Friday, September 19, 2008 ' 1:50 AM


i'm back!
it's been busy for me and i haven got time for myself at all.
and then i fell sickand now i'm on mc... and yes, thats when i have time for some me-time.
i know working life is like that, so i won't grumble much anymore...
sighs.

i hit the gym today, and i feel great!!!!!
(i feel good...... garfield's tune!)
hitting the threadmill, pumping those irons clear my mind and put my mind off everything else..
it feels good to be just exercising and passing some me-time, letting the brain rest for an hour.
these days, i've been thinking alot on my future, my career, what i want to do, what i really like and what are things i should try...
and then the list went on and on when i started thinking of things i should try.
and then slowly i strike them off and then new things just come up..
i might be thinking too much but, i guess this is what we do at this age.
neither are we mature adults nor teenagers anymore..
we are at this point where we face multiple crossroads don't we?

here i am, dedicating my time, love and energy to what i call my 'passion' but on the ither hand, i'm losing alot alot of things because of my passion, and i'm weighing the opportunity cost of me dedicating to my passion... sometimes i wonder, if i weren't in this line, and if i were a sales person, how my life would be?
i would earn more, much more than what i have now, and i would be always on the run, and not desk bound.. but will i be happy? i don't know.
what if i were a retail girl? i would be standing for long hrs, meeting all sorts of people and dealing with nasty customers... i would talk all day and no one would care, but i would get my commission, and still i will still earn much more than what i have now. but would i be happy? i don't know too..
if i were to join a bank as a financial planner, i would pester my friends to buy plans and make sure in time to come, everyone would be avoiding me, but i would earn much more wouldnt i? yes of cos, but would i be happy?? i still dont know.

what am i trying to say?
i'm trying to say that i'm so scared i lose passion in what i am doing... suddenly things turned mechanical and technical and it becomes a routine. things dont come right from the heart anymore, and i am not dedicating fully into what i am doing. it's become a job instead of a passion i used to think of it as. i'm so afraid i lose that touch and i don know how i can regain the touch with such busy schedules. everyday is soooo busy that at the end of the day, u forgot what u did earlier on and before u know anything, the day is over. this thing is daunting on me alot and because i feel that i'm losing this human touch, i'm pondering if i should take a little break from it and think through things. i don wan to be 'helping' and 'reaching' out like a 'robot'.
i dunno if anyone would know what i am saying, but i guess these are things and reflections that i have to go and sort it out myself.

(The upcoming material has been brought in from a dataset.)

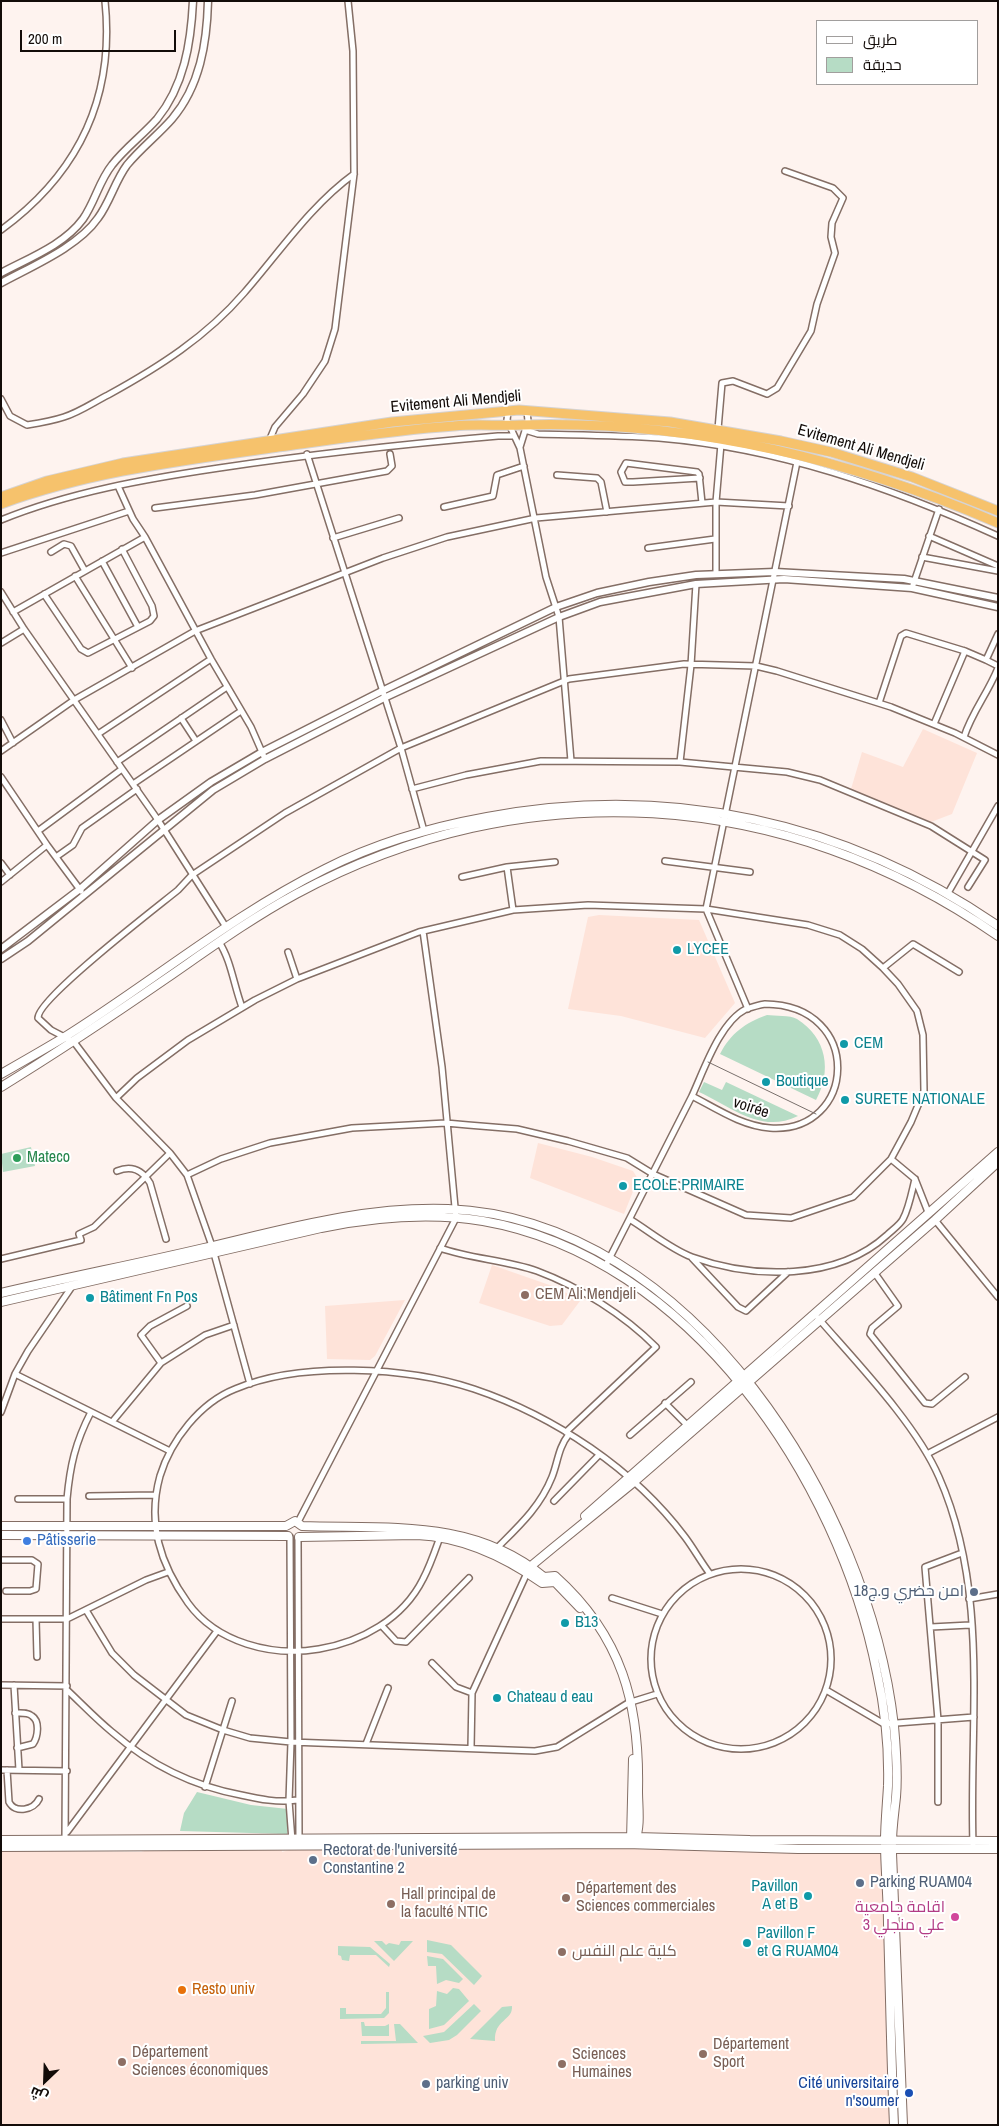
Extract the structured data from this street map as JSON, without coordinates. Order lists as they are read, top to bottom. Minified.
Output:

all in all, i'm a confused lady who's standing at crossroads now.

anyway, i'm so missing so many people. sorry i haven got time to meet.
ezah!!! skype soon. i need to talk to u and i need ur support!!! :)
xia!! if we could meet soon, i'll be pouring so much to you. misses.


♥dedicated compassion and loves.



Sunday, September 14, 2008 ' 8:54 AM


reflected, reflections.


♥dedicated compassion and loves.



Monday, September 08, 2008 ' 8:40 AM


major turning points in life.


♥dedicated compassion and loves.



Thursday, September 04, 2008 ' 8:23 AM


although working means alot to me and it's more than meaningful to life,
i'm starting to feel no life.
i'm aching all over now from shoulders to feet, but i'm loving it...
it makes me feel worked out and thrashed.
i need some serious me-time to chill and think of things that are neglected and left right at the back of my mind.
there are things needed to be sorted out and i just refuse to face it, and what more, i think i'm just someone who loves hiding into my comfy zone when i see a bomb. coward joyce!
whatever it is, there are so many things in life i need to put into place.
i'm going to swim, and i wan to swim till my arms feel heavy and my mind goes numb.
i guess that's the best way to relax now. :)

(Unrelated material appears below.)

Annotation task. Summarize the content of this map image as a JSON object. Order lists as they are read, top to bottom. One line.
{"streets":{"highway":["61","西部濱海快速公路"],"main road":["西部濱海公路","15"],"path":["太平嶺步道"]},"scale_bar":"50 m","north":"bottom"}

sab! i miss u like crazy! when will we meet??? loves.
lixia, i miss u! ezah, i miss u! thanks for the hugs. u're loved and missed. :)
thanks persis! loves.


♥dedicated compassion and loves.



Wednesday, September 03, 2008 ' 2:22 AM


i want chocolates.
i NEED chocolates.
i badly need a sweet fix, NOW.

i want ice cream.
iNEED ice cream..
i seriously need super sweet fix NOW.

maybe i just need a hug.
i'm stressed out. :(


♥dedicated compassion and loves.



Monday, September 01, 2008 ' 6:25 AM


peekaboo!!!
it was BAD monday blues for me. i felt so down so blue so moody right at the moment when i opened my eyes. it must be the aftermath of too much joys and laughters over the weekend. but it went off after a while i guessed? but i still felt really moody during lunchtime.
i couldn't wait for the clock to ctrike 5.25pm so that i can dash out of the office. and i did.
i did a little shopping, had a little me time beofre i met cousins for badminton.
my legs are aching slightly from the dashing on threadmill yesterday but i'm feeling energetic and i love to perspire and feel the heat emitting off the body. it feels really good.
after exercising, i just cannot help but sing it out loud, 'i feel good!!!' (if u know the tune and melody from the garfield) hahahaha.
and i'm gonna hit the gym after work tmr.

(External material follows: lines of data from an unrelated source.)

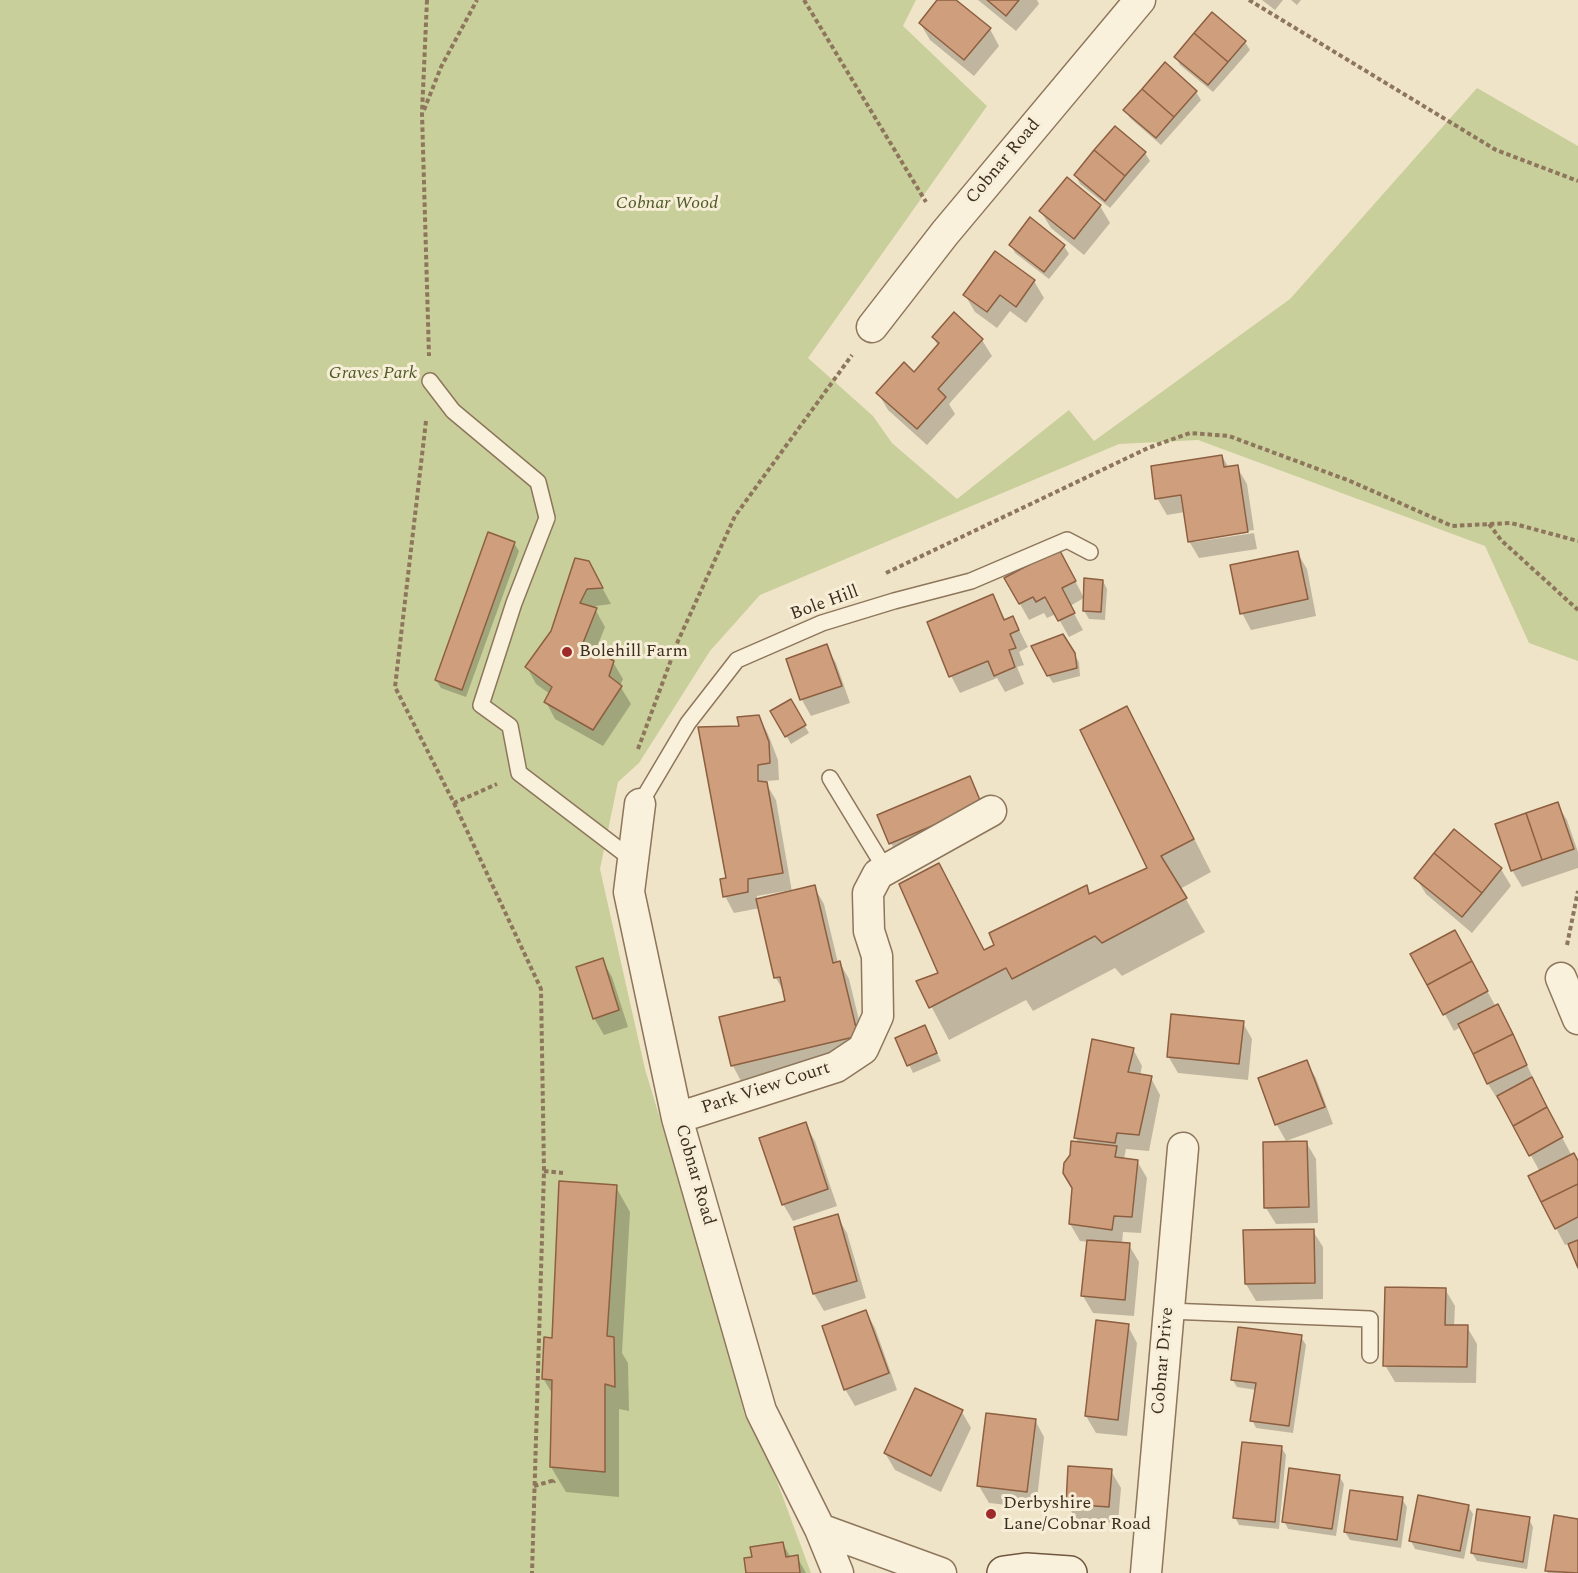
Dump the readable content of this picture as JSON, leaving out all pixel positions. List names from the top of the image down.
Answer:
{
  "streets": {
    "street": ["Cobnar Road", "Park View Court", "Cobnar Drive"],
    "lane": ["Bole Hill"]
  },
  "crossings": [
    ["Cobnar Road", "Bole Hill"],
    ["Cobnar Road", "Park View Court"]
  ],
  "parks": ["Cobnar Wood", "Graves Park"],
  "places": ["Bolehill Farm", "Derbyshire Lane/Cobnar Road"]
}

have i turned into some exercise freak or health freak? in a way, yes but in another way, no. i just feel good when i ache all over and fall asleep the moment i lie down. and i'm rather motivated to train well for the standard chartered run, it would be my first 10km!

sometimes i wonder, would i be a better person where people can accept me better if i were slimmer? prettier? if i weren't a poke face, would i be much more acceptable? if i weren't fat like what i am, would i then be a better person? and if i don have ugly teeth and could smile sweeter, then i would be seen? someone told me today that looks are VERY IMPORTANT these days. no one look into our hearts and know who we really are. they believe what their eyes see, and we tend to judge from first impression. i did give the statement some thoughts and felt it's quite true to a certain extent.
but wouldn't there be just ONE EXCEPTION, just ONE someone who would see just another ONE beyond their looks, and look into the heart and see what's true? i have faith that there are people who gofor what's true and real. i go for what is REAL.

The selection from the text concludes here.